- [Problem requirements]:
Pull every line with "const" from the entries below.

Dataset entries Block Start

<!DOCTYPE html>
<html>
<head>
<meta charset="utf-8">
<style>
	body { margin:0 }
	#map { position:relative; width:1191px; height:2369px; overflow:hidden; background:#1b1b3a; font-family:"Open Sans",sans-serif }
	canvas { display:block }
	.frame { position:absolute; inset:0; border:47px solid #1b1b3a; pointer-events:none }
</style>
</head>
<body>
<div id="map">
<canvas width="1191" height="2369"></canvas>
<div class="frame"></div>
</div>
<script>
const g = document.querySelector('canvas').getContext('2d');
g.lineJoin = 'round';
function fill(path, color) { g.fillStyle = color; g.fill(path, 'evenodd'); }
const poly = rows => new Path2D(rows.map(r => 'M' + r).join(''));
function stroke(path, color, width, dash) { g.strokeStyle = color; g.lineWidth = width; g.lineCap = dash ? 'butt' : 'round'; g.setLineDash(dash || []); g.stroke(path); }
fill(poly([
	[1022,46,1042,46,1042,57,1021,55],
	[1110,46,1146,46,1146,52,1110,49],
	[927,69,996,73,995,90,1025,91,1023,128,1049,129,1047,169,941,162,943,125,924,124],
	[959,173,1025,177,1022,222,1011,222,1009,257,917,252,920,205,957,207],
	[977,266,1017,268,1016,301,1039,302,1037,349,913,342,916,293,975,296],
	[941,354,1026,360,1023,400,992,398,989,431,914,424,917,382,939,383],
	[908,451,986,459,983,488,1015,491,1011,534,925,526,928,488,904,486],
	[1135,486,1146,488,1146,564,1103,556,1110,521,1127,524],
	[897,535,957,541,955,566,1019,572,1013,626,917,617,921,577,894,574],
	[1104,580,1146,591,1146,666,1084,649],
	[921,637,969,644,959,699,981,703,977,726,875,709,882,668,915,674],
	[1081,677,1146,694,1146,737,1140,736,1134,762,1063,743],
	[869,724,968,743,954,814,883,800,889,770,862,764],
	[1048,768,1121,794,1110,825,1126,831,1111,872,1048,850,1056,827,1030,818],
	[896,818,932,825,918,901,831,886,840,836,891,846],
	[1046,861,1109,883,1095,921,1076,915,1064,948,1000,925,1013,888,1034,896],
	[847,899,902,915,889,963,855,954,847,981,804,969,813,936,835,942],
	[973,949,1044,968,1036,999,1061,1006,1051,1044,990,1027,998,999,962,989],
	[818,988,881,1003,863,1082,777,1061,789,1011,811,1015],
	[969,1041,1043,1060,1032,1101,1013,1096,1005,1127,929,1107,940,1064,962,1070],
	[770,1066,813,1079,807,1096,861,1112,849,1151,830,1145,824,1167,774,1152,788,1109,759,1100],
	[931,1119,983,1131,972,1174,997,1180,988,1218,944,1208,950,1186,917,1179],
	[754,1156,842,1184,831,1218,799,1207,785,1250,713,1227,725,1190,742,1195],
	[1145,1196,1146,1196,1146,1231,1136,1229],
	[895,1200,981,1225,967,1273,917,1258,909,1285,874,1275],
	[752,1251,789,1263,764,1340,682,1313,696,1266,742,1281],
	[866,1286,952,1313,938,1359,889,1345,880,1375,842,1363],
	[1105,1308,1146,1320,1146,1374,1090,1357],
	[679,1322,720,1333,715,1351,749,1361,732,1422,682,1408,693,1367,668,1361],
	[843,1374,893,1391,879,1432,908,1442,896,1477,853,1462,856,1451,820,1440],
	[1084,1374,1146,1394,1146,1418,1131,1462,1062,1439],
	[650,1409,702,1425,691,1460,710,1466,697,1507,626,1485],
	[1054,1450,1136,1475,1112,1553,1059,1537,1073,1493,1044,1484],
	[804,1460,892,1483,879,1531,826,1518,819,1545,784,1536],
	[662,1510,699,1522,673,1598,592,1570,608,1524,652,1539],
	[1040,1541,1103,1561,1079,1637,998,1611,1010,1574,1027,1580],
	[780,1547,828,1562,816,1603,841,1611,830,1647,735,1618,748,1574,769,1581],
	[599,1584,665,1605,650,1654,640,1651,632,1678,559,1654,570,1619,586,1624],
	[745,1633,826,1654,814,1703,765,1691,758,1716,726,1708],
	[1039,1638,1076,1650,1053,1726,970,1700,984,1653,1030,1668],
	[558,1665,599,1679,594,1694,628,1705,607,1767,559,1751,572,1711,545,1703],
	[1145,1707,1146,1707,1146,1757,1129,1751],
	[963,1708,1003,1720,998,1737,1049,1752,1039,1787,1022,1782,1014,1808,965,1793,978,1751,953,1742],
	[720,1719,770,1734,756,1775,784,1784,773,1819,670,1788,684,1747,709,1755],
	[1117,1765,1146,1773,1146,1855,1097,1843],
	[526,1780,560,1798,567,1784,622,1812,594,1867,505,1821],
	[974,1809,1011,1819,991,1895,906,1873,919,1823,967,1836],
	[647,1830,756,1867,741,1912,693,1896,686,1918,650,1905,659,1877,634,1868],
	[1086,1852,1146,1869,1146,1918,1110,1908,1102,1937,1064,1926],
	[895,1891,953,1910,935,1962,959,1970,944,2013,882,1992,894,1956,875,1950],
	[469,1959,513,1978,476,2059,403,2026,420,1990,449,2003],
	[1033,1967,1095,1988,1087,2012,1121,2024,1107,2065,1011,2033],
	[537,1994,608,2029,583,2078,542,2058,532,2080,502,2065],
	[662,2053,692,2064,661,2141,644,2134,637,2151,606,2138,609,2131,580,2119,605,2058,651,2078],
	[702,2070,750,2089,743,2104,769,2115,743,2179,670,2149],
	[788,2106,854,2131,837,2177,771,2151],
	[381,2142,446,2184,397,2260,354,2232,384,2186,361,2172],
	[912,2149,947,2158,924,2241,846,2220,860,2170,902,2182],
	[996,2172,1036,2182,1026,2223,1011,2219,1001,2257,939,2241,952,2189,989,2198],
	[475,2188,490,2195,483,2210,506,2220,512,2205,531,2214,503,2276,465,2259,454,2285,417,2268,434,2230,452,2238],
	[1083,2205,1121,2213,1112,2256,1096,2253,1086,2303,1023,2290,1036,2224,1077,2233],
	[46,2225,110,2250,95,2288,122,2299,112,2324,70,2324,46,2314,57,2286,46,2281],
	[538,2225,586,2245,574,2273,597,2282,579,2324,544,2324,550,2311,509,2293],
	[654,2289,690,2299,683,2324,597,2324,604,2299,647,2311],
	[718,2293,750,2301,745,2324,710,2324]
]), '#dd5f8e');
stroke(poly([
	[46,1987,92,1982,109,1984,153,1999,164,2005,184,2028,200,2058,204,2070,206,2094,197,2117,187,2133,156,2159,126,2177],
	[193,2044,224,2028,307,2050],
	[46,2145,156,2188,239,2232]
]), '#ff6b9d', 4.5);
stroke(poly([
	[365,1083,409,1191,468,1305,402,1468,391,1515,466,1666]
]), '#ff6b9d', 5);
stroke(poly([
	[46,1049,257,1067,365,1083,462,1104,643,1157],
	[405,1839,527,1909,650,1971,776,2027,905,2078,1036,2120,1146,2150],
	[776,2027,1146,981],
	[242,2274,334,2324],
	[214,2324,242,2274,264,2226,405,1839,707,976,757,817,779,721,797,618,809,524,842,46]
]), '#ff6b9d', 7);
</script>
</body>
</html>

Dataset entries Block End

- [Response below]:
const g = document.querySelector('canvas').getContext('2d');
const poly = rows => new Path2D(rows.map(r => 'M' + r).join(''));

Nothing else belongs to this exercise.